Past Date Threshold

Plauti Context Analysis Types

Last published at: June 8th, 2026

Identify date field values that fall beyond a configured cutoff date in the past.

 

The Past Date Threshold analysis scans date and date-time fields, and flags any value that exceeds a configurable age limit such as "more than 5 years in the past." The cutoff date can be a fixed date or relative date. 

Use this analysis to surface stale records, catch data entry errors, and identify objects where lifecycle processes may have broken down.

This analysis marks past dates (beyond a certain threshold date) as an anomaly by default. If you have date fields where past dates are the norm, and you want to scan for dates that are incorrectly in the future, you can either invert the configured threshold for those fields, or use the Future Date or Date Range Analysis instead. 
In a future version it will be possible to get notified at certain signal thresholds, opening up more use cases for this analysis type.

Configuration

Set a date as a threshold. The analysis will search for date values that are older than that date, so the date itself is not included.

At Date Input Type, select ‘Fixed Date’ for a date that stays the same, or ‘Date Literal’ for a relative date that is recalculated with each analysis run. 

At Threshold Date

  • For Fixed Date, type a date or select it with the Calendar button. 
  • For Date Literal, enter a relative date. For example, use LAST_N_DAYS:100 to find date values dating back to more than a hundred days ago. Or use LAST_YEAR to find date values dating back to earlier than last year: if today is 5 June 2026, and you use LAST_YEAR, the threshold date will be 1 January 2025, and the analysis results will include record values of 31 December 2024 and earlier. 
    Each time you use the analysis with this date literal, the threshold date is recalculated. 
    Read more about how to format Date Literals here.

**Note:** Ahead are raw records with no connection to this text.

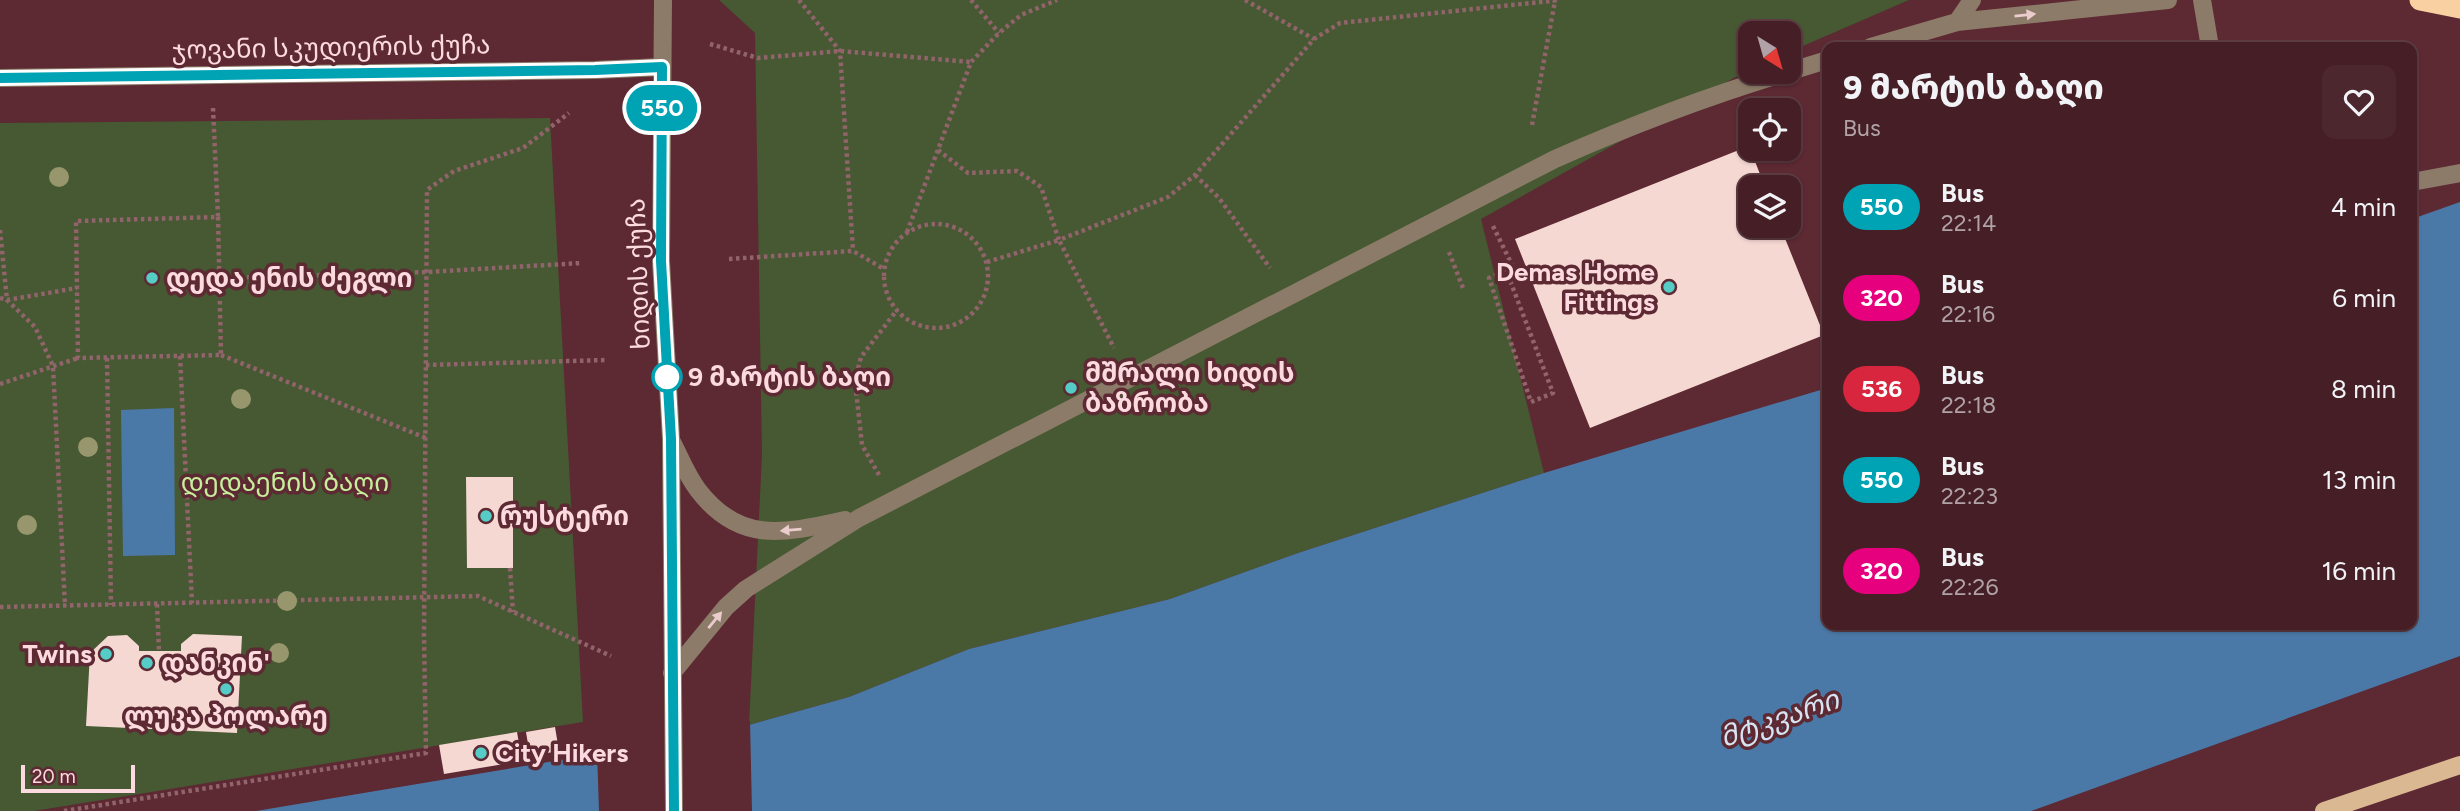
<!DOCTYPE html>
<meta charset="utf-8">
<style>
body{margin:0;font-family:Figtree,"Noto Sans Georgian",sans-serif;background:#4d272e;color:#f1f3f6;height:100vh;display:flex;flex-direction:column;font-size:26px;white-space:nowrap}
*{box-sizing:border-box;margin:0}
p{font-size:23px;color:#b0a2a7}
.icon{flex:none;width:38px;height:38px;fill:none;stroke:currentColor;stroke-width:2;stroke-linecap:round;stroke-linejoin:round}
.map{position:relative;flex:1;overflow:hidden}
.sheet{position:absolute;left:1822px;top:42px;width:595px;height:588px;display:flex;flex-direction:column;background:#461f26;border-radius:14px;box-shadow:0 2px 5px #0004,0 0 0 2px #5e3d43}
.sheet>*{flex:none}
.badge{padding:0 14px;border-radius:23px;font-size:24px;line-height:46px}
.needle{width:46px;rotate:143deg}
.tools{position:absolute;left:1738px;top:21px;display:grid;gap:14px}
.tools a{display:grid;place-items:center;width:63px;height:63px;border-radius:14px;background:#461f26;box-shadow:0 2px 5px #0004,0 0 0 2px #5e3d43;font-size:35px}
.scale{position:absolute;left:21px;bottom:18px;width:114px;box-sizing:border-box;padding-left:7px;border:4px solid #fcdadf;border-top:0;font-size:19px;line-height:24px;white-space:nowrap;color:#fcdadf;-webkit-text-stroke:5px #5d2933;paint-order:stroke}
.map>.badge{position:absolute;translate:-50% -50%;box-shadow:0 0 0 4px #fff}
.round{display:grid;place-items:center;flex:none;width:74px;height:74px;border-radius:14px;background:#4d272e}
.headline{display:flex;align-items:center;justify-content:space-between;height:119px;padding:0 21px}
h1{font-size:33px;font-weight:800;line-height:52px}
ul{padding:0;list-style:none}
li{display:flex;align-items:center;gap:21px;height:91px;padding:0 21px}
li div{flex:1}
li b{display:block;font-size:26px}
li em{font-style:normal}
li .badge{min-width:77px;font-weight:700;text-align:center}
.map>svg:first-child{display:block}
.green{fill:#465932}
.water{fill:#4b79a7}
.pier{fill:#5d2933}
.building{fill:#f6d8d3}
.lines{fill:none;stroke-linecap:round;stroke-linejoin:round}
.path{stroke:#91636b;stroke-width:4.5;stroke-dasharray:3.5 3.5;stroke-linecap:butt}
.minor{stroke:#8c7b68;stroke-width:18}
.major{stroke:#dab892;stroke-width:18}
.highway{stroke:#f9d0a2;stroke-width:21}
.tree{fill:#97966c}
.oneway{fill:#ebcccd}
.line-casing{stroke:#fff;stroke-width:16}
.line{stroke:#00a3b4;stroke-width:10}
.poi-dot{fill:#55cdc6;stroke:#5d2933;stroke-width:2.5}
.stop-dot{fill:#fff;stroke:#00a3b4;stroke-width:3.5}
.labels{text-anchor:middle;stroke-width:7;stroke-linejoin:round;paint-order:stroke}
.street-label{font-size:26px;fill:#fcdadf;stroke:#5d2933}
.poi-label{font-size:26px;font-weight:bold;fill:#fcdadf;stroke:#5d2933;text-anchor:start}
.stop-label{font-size:26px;font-weight:bold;fill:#fcdadf;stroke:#5d2933;text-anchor:start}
.park-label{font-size:26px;fill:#c6ef9b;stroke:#5d2933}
.water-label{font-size:28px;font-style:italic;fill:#d6e3f1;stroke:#5d2933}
</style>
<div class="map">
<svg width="2460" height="811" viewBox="0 0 2460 811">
<rect width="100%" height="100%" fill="#5d2933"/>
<path class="green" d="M719 0H1909L1789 52 1788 33H1750V69L1481 219 1544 473 1298 553 1170 599 969 649 849 697 749 725 762 455 755 33Z
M550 118 583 722 34 811H0V123Z"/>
<path class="water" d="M2460 202V656L2031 811H256L596 754 749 725 849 697 969 649 1170 599 1298 553 1544 473 1827 388V625H2412V219Z
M174 408 175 555 123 556 121 410Z"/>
<path class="pier" d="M750 721 752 811H599L597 750Z"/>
<path class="building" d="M1749 146 1765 187H1750V226H1780L1824 335 1590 428 1515 239Z
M466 477H513V568H467Z
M193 634 242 636 237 733 86 726 90 653 108 636 127 635 139 646V651H181V644Z
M555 727 559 751 530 756 526 732Z
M517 732 522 761 444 774 439 745Z"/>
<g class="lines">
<path class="path" d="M799 0 840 51 853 251
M971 0 999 33
M1245 0 1314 39
M710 44 758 58 840 51 971 62
M213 108 218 217
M1532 125 1555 1 1553 0
M938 150 968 173 1017 171 1031 180 1041 187 1059 240 1168 197 1195 175 1314 39 1340 23 1560 0
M1195 175 1219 198 1270 268
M218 217 221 355 78 358 76 221Z
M884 276a52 52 0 1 1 104 0a52 52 0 1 1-104 0Z
M1493 226 1513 267 1489 278 1531 402 1553 393 1506 270
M0 230 7 300 35 327 53 366 65 606
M907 232 971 62 999 33 1021 15 1057 0
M1449 252 1463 288
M729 259 853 251 884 269
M987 262 1059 240 1114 348
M219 278 427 272 582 263
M0 298 7 300 77 288
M221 355 426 438
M180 356 192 603
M107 358 111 605
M426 365 606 360
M0 384 78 358
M879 475 862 445 855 381 861 357 897 310
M510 568 513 612
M157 604 159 651
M0 607 478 596 611 656
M64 811 426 753 424 636 427 190 454 171 523 148 569 113"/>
<path class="minor" d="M663 0 661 261 671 439 674 811
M2202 0 2210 47
M1957 22 1972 0
M1871 47 1957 22 2168 0
M1788 72 1827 60
M0 78 595 70 662 67
M2412 182 2460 173
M672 442C680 457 687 476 698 490 740 545 785 533 845 520
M672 673 726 607 746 589 859 518 1555 159C1632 125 1708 96 1788 72"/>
<path class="major" d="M2324 811 2460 765"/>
<path class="highway" d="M2420 0 2460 8"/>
</g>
<g class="tree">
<circle cx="59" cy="177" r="10"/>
<circle cx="241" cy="399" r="10"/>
<circle cx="88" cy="447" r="10"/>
<circle cx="27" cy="525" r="10"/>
<circle cx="287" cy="601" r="10"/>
<circle cx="279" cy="653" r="10"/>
</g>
<defs><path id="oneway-solid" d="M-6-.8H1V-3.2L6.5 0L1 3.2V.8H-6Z" transform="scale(1.75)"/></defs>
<g class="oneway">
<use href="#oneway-solid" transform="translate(2025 15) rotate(-6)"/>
<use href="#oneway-solid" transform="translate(791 530) rotate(175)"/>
<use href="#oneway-solid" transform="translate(715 620) rotate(-51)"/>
</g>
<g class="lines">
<g class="line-casing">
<path id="line" d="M0 78 595 70 662 67 661 261 671 439 674 811"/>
</g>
<use href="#line" class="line"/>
</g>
<g class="poi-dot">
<circle cx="152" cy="278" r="7"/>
<circle cx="1669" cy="287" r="7"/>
<circle cx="1071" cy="388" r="7"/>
<circle cx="486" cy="516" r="7"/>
<circle cx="106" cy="654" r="7"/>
<circle cx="147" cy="663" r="7"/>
<circle cx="226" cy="689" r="7"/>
<circle cx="481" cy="753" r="7"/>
</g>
<circle class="stop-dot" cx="667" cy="377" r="14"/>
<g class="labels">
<g class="street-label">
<text transform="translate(331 47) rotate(-1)" y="9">ჯოვანი სკუდიერის ქუჩა</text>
<text transform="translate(638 274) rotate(-92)" y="9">ხიდის ქუჩა</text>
</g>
<g class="poi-label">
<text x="1655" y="281" text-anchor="end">Demas Home<tspan x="1655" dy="30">Fittings</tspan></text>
<text x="166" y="287">დედა ენის ძეგლი</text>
<text x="1085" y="382">მშრალი ხიდის<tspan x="1085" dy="30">ბაზრობა</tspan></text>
<text x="500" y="525">რუსტერი</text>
<text x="92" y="663" text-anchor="end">Twins</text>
<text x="161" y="672">დანკინ'</text>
<text x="226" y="725" text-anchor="middle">ლუკა პოლარე</text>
<text x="495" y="762">City Hikers</text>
</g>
<g class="stop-label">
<text x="688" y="386">9 მარტის ბაღი</text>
</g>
<g class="park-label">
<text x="285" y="491">დედაენის ბაღი</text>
</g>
<g class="water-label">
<text transform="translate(1779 718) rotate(-19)" y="10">მტკვარი</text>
</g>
</g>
</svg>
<div class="tools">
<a><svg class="needle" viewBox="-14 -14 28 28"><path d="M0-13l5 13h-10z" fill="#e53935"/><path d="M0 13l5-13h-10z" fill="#b0a2a7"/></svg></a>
<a><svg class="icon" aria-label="locate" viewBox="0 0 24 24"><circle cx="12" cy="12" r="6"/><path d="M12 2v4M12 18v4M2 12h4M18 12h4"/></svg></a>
<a><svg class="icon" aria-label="layers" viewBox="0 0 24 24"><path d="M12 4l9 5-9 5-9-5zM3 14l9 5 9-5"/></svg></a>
</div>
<div class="scale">20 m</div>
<b class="badge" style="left:662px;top:108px;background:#00a3b4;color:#fff">550</b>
<section class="sheet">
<div class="headline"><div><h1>9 მარტის ბაღი</h1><p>Bus</p></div><a class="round"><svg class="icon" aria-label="heart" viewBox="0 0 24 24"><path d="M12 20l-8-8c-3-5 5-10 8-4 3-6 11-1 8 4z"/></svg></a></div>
<ul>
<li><span class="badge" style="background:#00a3b4;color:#fff">550</span><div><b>Bus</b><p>22:14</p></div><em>4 min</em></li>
<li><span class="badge" style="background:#e6007e;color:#fff">320</span><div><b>Bus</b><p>22:16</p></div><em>6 min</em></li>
<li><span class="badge" style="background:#d7263d;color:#fff">536</span><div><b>Bus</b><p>22:18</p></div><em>8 min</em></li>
<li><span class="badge" style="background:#00a3b4;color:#fff">550</span><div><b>Bus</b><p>22:23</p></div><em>13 min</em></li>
<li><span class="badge" style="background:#e6007e;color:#fff">320</span><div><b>Bus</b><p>22:26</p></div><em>16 min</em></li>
</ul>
</section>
</div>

At Thresholds, set signal thresholds for what constitutes a good, warning level, or critical past date rate. It depends on your use case and the type of field how good or bad it is to have fields dating back in the past. 
If, for a certain field, you want to have as few records beyond a certain past date as possible, you could for example set a good past date rate at 5% or less, warning level would be between 5-20%, and anything over 20% would be critical.
For those cases where having records beyond a certaina date in the past is regarded as good, you can reverse the threshold signalling by clicking the Reverse button. 

Detailed Job Results

The bar chart displays the percentage of records that have a date beyond the set date threshold, per field. Hover over a bar to see the number of records, and the percentage of all records with a value in that field.

The doughnut chart shows which share of the found records has a date value close to the threshold date (e.g. no more than a year older than that date, or ten years or more) or in an earlier time range. The time ranges are calculated from the threshold date.

The results table shows the total number of records containing a value in each analyzed field, the number of records with a date beyond the set date threshold, the percentage of records with a date beyond the set date threshold out of all records containing a value, and the date threshold used in the analysis. The percentage of records with a date beyond the set date threshold is color-coded by the signal threshold settings (green for Good, orange for Warning, red for Critical).

Key Insights

  • Data plausibility: Identify which date fields contain unrealistically old values that are unlikely to reflect real business activity.
  • Stale or unupdated records: Surface records that should have been closed, updated, or archived but were not, such as open Opportunities or unresolved Cases with very old dates.
  • Migration and import issues: Highlight records where historical dates from a migration or data import may be incorrect or out of range.
  • Process and integration failures: Detect patterns where users or integrations are (intentionally or unintentionally) backdating records beyond what is expected, or where lifecycle transitions (stage changes, closures) are missing.
Scenario Actions
High past date rate beyond threshold
  • Review records to find the reason for the high rate.
  • Review whether the configured threshold is appropriate for that field.
  • Add validation rules or Flow checks to prevent overly old dates from being entered.
  • Correct or clear over-threshold values, for example by using Plauti Manipulate.
Stale open records (e.g. Opportunities, Cases)
  • Implement auto-close or auto-archive rules to handle records that exceed lifecycle expectations.
  • Improve user guidance and record ownership assignment.
Suspected migration or import errors
  • Compare over-threshold records against known import batches or data sources.
  • Correct legacy dates that distort reporting trends.
Protecting reports and process logic
  • Exclude or flag over-threshold records in pipeline, SLA, and aging dashboards.
  • Use threshold results to define a trusted data window for reporting.
AI scoring or model training
  • Define a maximum acceptable age per date field for model input.
  • Exclude records with over-threshold dates from training datasets and scoring inputs.